Your instructions
Please return the listing exactly as written, but without its pictures.

Data
------------------------------------------------------------

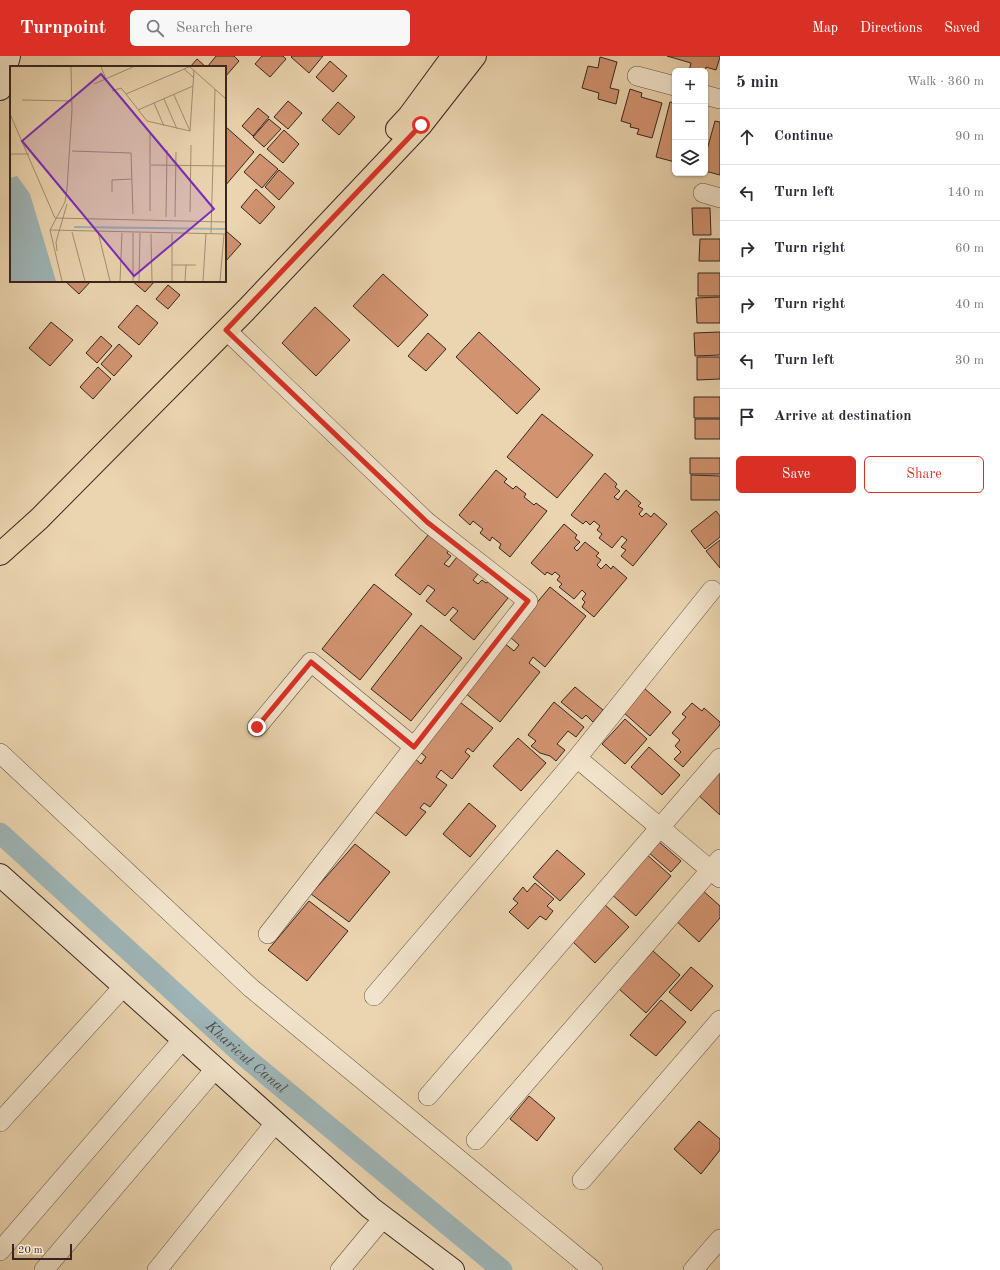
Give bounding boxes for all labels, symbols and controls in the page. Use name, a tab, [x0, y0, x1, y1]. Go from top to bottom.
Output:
search box	[130, 10, 410, 46]
icon: search	[144, 17, 166, 39]
text: Turnpoint	[20, 19, 106, 38]
text: Search here	[176, 21, 253, 36]
text: Map	[812, 21, 838, 35]
text: Directions	[860, 21, 922, 35]
text: Saved	[944, 21, 980, 35]
inset map	[10, 66, 226, 282]
map controls	[672, 68, 708, 176]
button: +	[672, 68, 708, 104]
text: 5 min	[736, 74, 779, 91]
text: Walk · 360 m	[907, 75, 984, 88]
button: −	[672, 104, 708, 140]
route start	[412, 116, 430, 134]
icon: ahead	[736, 126, 758, 148]
text: Continue	[774, 129, 833, 144]
text: 90 m	[955, 130, 984, 143]
button: layers	[672, 140, 708, 176]
icon: left	[736, 182, 758, 204]
text: Turn left	[774, 185, 834, 200]
text: 140 m	[947, 186, 984, 199]
icon: right	[736, 238, 758, 260]
text: Turn right	[774, 241, 845, 256]
text: 60 m	[955, 242, 984, 255]
icon: right	[736, 294, 758, 316]
text: Turn right	[774, 297, 845, 312]
text: 40 m	[955, 298, 984, 311]
icon: left	[736, 350, 758, 372]
text: Turn left	[774, 353, 834, 368]
text: 30 m	[955, 354, 984, 367]
icon: arrive	[736, 406, 758, 428]
text: Arrive at destination	[774, 409, 912, 424]
button: Save	[736, 456, 856, 493]
button: Share	[864, 456, 984, 493]
route end	[248, 718, 266, 736]
water label: Kharicut Canal	[201, 1018, 289, 1097]
scale bar	[12, 1242, 72, 1261]
text: 20 m	[18, 1245, 43, 1256]

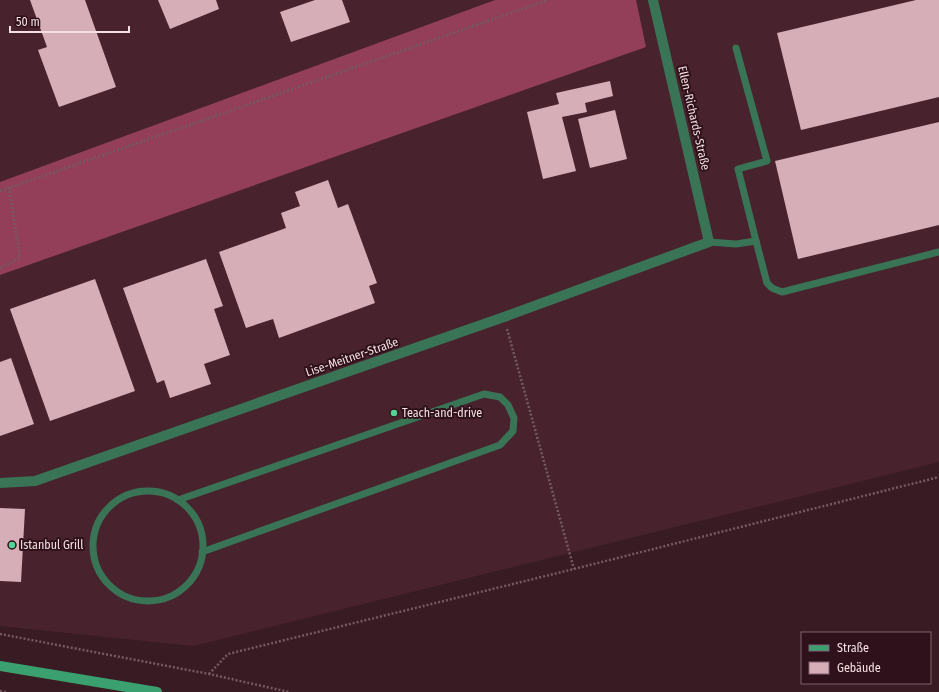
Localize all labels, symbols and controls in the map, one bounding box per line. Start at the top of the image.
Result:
scale bar [10,8,129,34]
text: 50 m [16,15,40,29]
street label: Ellen-Richards-Straße [675,65,713,172]
street label: Lise-Meitner-Straße [304,335,400,379]
place label: Teach-and-drive [402,406,482,420]
marker: Teach-and-drive [389,408,399,418]
place label: Istanbul Grill [20,538,83,552]
marker: Istanbul Grill [7,540,17,550]
legend [801,632,931,684]
text: Straße [837,641,869,655]
text: Gebäude [837,661,881,675]

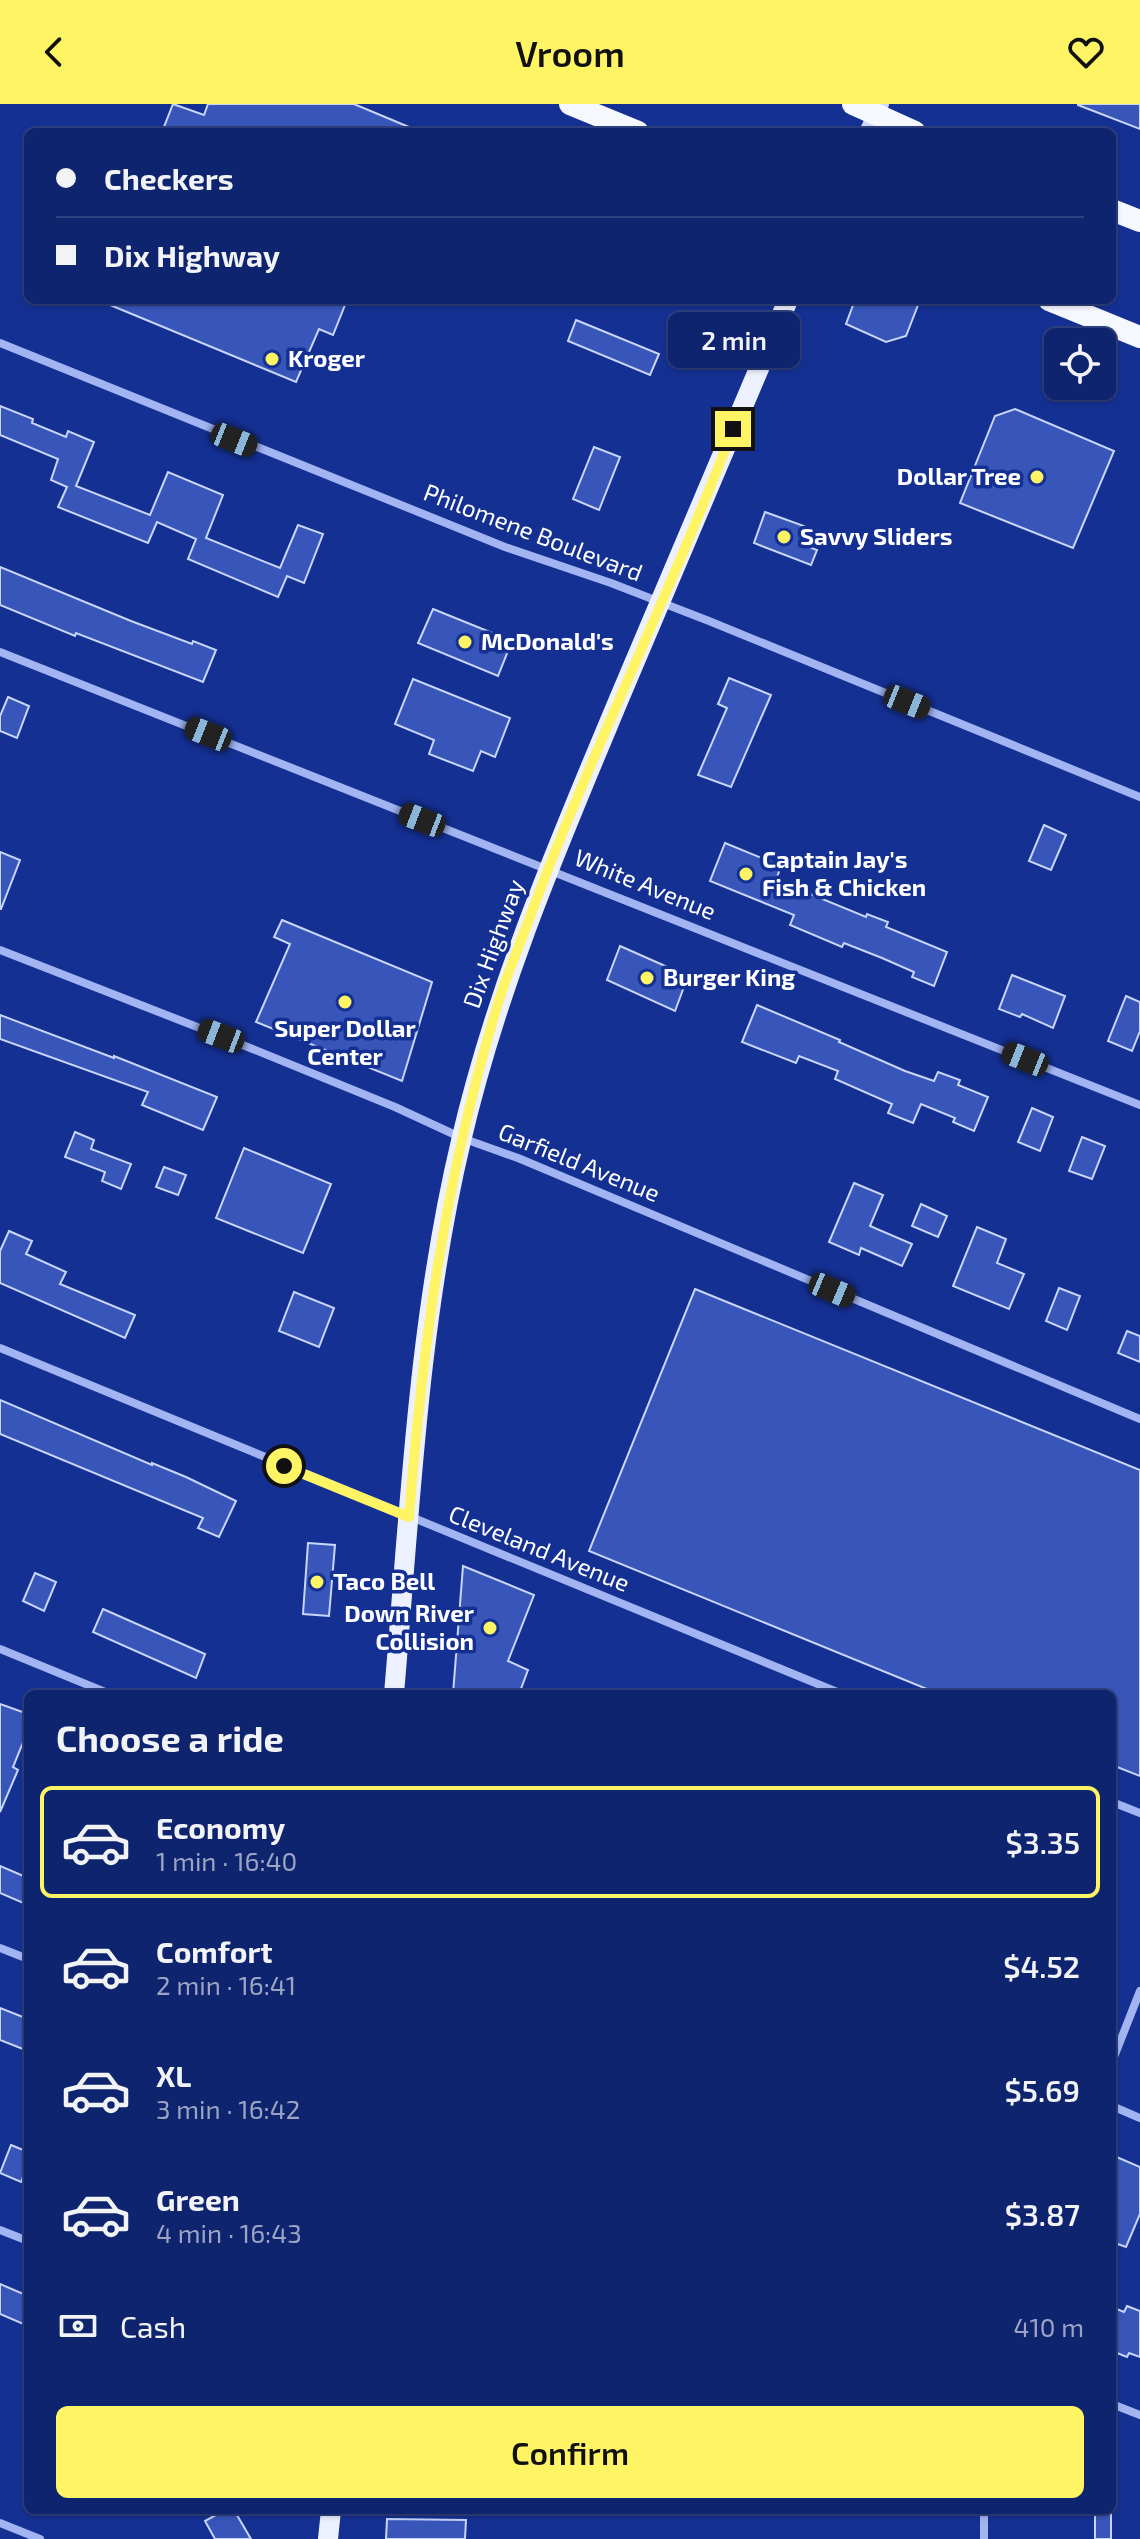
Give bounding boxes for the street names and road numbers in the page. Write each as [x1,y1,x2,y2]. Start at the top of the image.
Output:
street label: Philomene Boulevard [420,476,647,587]
street label: White Avenue [571,842,720,925]
street label: Dix Highway [456,875,529,1012]
street label: Garfield Avenue [495,1116,664,1207]
street label: Cleveland Avenue [445,1498,634,1597]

------------------------------------------------------------

Output for this task
Give bounding boxes for all labels, symbols and controls in the page. Use name, a tab, [x0, y0, x1, y1]. Go from top to bottom.
Output:
search box	[130, 10, 410, 46]
icon: search	[144, 17, 166, 39]
text: Turnpoint	[20, 19, 106, 38]
text: Search here	[176, 21, 253, 36]
text: Map	[812, 21, 838, 35]
text: Directions	[860, 21, 922, 35]
text: Saved	[944, 21, 980, 35]
inset map	[10, 66, 226, 282]
map controls	[672, 68, 708, 176]
button: +	[672, 68, 708, 104]
text: 5 min	[736, 74, 779, 91]
text: Walk · 360 m	[907, 75, 984, 88]
button: −	[672, 104, 708, 140]
route start	[412, 116, 430, 134]
icon: ahead	[736, 126, 758, 148]
text: Continue	[774, 129, 833, 144]
text: 90 m	[955, 130, 984, 143]
button: layers	[672, 140, 708, 176]
icon: left	[736, 182, 758, 204]
text: Turn left	[774, 185, 834, 200]
text: 140 m	[947, 186, 984, 199]
icon: right	[736, 238, 758, 260]
text: Turn right	[774, 241, 845, 256]
text: 60 m	[955, 242, 984, 255]
icon: right	[736, 294, 758, 316]
text: Turn right	[774, 297, 845, 312]
text: 40 m	[955, 298, 984, 311]
icon: left	[736, 350, 758, 372]
text: Turn left	[774, 353, 834, 368]
text: 30 m	[955, 354, 984, 367]
icon: arrive	[736, 406, 758, 428]
text: Arrive at destination	[774, 409, 912, 424]
button: Save	[736, 456, 856, 493]
button: Share	[864, 456, 984, 493]
route end	[248, 718, 266, 736]
water label: Kharicut Canal	[201, 1018, 289, 1097]
scale bar	[12, 1242, 72, 1261]
text: 20 m	[18, 1245, 43, 1256]

Localize all labels, symbols and controls in the map, one bounding box per line. Start at the top of the image.
Result:
scale bar [10,8,129,34]
text: 50 m [16,15,40,29]
street label: Ellen-Richards-Straße [675,65,713,172]
street label: Lise-Meitner-Straße [304,335,400,379]
place label: Teach-and-drive [402,406,482,420]
marker: Teach-and-drive [389,408,399,418]
place label: Istanbul Grill [20,538,83,552]
marker: Istanbul Grill [7,540,17,550]
legend [801,632,931,684]
text: Straße [837,641,869,655]
text: Gebäude [837,661,881,675]

Give bounding boxes for the street names and road numbers in the page. Write each as [x1,y1,x2,y2]. Start at the top of the image.
Output:
street label: Philomene Boulevard [420,476,647,587]
street label: White Avenue [571,842,720,925]
street label: Dix Highway [456,875,529,1012]
street label: Garfield Avenue [495,1116,664,1207]
street label: Cleveland Avenue [445,1498,634,1597]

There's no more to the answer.